Dear Sugitani Akihito sensei,
Your willingness to spend so much of your valuable time reading a long letter it took me two months to finish so I could save money on postage and then to offer so much encouragement and positive feedback has both moved and made me feel guilty.
What caused a welter of feelings was learning that Pingdu Garrison Commander Sugitani during Japan’s invasion of China was your father. Because of that, you represented your deceased father by apologising for his offences to my aunt, my family, and the people of my hometown. Your attitude in facing up to history and assuming responsibility for certain actions moved us deeply. Apparently, you too were a victim of the war. In your letter you wrote about how you and your mother suffered fearful pang
s of anxiety throughout the war and debilitating cold and hunger when it was over. If you want the truth, your father was a victim too. As you have said, if there had been no war, he would have been a surgeon with a brilliant future. The war changed all that; his life and his nature would never be the same again. A one-time saver of lives, he became a taker of lives.
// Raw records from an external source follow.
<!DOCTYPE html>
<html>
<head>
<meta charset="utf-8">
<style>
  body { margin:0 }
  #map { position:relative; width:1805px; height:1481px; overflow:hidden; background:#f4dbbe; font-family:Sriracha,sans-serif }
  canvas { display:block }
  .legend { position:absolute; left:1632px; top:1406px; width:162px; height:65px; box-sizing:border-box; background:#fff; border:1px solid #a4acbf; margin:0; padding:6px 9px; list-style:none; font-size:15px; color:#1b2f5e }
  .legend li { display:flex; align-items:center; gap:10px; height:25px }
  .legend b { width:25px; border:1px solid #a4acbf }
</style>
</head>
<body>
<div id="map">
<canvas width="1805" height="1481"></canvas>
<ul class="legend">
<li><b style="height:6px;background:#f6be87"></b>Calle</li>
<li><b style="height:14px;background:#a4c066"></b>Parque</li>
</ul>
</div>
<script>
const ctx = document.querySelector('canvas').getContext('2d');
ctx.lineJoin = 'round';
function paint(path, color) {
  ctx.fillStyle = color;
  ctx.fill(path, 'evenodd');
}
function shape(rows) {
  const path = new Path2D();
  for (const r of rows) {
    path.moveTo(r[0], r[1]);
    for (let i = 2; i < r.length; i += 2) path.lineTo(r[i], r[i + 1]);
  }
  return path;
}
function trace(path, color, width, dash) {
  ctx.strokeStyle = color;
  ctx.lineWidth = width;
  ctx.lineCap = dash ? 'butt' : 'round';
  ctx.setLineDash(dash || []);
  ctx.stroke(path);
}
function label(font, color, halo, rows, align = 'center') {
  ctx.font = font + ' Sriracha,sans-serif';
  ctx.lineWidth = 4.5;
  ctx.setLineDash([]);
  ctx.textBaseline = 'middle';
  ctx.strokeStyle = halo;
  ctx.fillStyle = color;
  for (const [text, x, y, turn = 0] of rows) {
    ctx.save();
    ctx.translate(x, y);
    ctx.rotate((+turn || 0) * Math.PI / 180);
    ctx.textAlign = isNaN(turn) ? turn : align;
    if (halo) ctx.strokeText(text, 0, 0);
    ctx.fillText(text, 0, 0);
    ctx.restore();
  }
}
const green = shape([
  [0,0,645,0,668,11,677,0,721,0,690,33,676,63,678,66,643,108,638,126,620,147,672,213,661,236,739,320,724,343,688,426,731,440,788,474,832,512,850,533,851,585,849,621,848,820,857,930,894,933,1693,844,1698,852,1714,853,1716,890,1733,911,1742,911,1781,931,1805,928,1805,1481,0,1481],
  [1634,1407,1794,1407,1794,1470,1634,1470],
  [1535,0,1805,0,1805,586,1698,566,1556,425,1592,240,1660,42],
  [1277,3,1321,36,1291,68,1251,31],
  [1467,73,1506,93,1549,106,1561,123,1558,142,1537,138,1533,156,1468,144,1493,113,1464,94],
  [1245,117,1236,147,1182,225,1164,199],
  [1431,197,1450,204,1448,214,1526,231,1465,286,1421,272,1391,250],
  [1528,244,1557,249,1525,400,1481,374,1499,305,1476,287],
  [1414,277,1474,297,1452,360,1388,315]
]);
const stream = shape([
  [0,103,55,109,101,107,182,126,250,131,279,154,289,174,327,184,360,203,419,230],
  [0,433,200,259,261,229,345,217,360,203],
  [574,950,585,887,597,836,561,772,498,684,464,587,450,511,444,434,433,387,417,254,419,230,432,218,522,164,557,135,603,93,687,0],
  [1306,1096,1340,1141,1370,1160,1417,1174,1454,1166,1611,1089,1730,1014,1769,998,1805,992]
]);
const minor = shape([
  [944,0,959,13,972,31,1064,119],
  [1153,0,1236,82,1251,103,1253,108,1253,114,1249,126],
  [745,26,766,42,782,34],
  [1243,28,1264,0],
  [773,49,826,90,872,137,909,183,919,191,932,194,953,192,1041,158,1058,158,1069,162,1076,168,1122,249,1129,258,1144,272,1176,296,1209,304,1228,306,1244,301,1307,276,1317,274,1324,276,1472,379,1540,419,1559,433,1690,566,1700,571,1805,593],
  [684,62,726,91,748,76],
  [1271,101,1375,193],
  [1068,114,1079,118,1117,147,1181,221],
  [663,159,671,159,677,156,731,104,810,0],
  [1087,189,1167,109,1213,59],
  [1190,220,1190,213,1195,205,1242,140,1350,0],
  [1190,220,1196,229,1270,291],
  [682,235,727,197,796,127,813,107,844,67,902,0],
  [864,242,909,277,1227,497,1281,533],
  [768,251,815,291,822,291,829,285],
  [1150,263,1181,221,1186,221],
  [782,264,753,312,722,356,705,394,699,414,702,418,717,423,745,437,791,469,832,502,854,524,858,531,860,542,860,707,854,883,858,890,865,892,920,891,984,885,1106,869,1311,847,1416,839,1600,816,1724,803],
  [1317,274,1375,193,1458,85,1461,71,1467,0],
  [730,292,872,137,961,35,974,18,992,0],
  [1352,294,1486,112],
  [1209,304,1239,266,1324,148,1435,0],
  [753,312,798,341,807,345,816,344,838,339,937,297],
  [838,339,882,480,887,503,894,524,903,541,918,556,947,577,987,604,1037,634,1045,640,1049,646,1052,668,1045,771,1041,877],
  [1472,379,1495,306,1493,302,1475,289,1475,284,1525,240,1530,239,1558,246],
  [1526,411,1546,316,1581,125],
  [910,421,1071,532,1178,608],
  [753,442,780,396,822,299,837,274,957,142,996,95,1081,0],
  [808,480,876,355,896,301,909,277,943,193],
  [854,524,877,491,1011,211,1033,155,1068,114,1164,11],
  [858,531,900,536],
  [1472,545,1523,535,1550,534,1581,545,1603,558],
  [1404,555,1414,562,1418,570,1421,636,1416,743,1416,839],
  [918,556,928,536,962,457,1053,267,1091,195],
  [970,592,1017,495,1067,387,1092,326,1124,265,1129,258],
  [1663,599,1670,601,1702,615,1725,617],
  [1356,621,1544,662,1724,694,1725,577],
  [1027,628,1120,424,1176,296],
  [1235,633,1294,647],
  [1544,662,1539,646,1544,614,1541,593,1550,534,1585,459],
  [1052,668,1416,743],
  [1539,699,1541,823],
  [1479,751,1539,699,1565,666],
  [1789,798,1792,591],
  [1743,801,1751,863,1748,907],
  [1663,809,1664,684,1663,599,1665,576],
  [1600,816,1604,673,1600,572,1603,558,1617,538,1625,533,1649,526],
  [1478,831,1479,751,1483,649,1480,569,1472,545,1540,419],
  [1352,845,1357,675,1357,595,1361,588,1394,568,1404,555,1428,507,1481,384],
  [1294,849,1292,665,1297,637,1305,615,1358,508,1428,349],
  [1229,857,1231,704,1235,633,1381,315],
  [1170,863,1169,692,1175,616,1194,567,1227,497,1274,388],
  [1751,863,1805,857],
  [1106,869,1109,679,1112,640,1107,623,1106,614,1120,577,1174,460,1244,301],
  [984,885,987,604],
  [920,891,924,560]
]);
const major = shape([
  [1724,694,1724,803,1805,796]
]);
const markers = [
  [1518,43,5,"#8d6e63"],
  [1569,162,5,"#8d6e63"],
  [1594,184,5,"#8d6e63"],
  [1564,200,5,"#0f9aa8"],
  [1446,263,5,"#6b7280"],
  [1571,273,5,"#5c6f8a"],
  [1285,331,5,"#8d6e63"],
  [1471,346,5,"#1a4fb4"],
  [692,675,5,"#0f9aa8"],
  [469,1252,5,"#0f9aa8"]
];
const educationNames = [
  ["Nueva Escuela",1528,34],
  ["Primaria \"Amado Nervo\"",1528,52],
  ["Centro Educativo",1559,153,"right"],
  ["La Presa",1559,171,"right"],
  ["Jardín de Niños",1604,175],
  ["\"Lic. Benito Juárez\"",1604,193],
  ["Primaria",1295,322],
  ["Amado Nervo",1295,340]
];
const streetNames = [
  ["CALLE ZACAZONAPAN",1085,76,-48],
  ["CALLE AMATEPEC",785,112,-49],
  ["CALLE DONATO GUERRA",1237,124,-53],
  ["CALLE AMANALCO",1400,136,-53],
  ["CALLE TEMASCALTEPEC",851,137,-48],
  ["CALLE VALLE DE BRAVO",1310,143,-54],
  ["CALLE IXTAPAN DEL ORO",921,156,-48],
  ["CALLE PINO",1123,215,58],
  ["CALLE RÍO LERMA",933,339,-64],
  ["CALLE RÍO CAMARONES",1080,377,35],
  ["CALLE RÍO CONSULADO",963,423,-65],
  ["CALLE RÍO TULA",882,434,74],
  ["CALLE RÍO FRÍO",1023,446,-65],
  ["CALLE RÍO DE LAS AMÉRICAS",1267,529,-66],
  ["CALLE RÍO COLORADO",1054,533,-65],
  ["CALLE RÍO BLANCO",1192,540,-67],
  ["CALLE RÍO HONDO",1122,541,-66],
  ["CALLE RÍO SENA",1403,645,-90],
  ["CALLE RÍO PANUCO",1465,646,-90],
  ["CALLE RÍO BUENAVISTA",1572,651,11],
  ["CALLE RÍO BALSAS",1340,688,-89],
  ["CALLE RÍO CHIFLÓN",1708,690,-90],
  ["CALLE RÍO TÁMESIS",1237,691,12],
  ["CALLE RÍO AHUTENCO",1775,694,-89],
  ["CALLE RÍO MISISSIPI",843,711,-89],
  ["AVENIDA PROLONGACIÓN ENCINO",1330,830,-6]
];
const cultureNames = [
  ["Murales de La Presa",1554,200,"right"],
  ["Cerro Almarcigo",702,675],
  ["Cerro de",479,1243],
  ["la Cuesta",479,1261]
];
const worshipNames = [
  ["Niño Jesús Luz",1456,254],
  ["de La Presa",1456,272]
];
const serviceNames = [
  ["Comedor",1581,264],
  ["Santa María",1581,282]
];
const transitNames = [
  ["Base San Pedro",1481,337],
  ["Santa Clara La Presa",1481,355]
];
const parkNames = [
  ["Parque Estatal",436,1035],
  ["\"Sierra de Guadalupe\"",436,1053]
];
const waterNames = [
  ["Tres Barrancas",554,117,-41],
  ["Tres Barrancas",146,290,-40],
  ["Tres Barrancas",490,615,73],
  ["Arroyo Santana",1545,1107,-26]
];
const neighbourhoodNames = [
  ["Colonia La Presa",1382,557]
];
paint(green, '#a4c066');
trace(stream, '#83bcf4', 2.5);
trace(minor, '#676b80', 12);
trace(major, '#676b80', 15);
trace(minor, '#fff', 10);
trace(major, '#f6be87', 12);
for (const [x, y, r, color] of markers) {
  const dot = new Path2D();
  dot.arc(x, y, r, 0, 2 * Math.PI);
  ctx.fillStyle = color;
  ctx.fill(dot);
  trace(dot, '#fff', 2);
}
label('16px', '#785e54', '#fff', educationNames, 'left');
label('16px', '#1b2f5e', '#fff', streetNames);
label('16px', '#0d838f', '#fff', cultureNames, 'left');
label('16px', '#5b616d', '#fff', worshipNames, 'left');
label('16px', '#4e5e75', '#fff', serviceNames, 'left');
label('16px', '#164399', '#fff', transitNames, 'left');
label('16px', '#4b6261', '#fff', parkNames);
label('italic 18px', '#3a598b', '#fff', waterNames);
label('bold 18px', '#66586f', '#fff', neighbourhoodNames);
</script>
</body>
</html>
I read your letter to my aunt, to my father, and to many of the people here who lived through the war. They reacted emotionally, even tearfully. You were no more than four or five years old when your father was the Pingdu Garrison Commander, and you are not culpable for his crimes. But you shouldered his crimes and demonstrated a willingness to expiate them for him. By doing so, you have endeared yourself to us, for we know how precious that sort of attitude is. It is an attitude too seldom seen in today’s world. If all people could reflect on history and on their own lives, mankind would not display so much idiotic behaviour.
My aunt, my father, and my fellow townspeople are eager to welcome you again as a guest to Northeast Gaomi Township. My aunt would like to accompany you on a visit to Pingdu city. She took me aside to tell me that she harbours no ill will towards your father. There is no denying that there were many cruel, vicious, and ill-mannered Japanese officers who participated in the invasion of China, the sort we see in movies about the war, but there were also cultured officers, like your father, who treated people with courtesy. My aunt judged your father this way: He was far from the worst of the lot.
I returned to Gaomi in June, more than a month ago. While here I’ve done a bit of research for the play I plan to write, focusing on my aunt. I’ve also continued relating the story of Gugu’s life in letter form, as you asked me to do, and, as you requested, included in those letters as many of my own experiences as possible.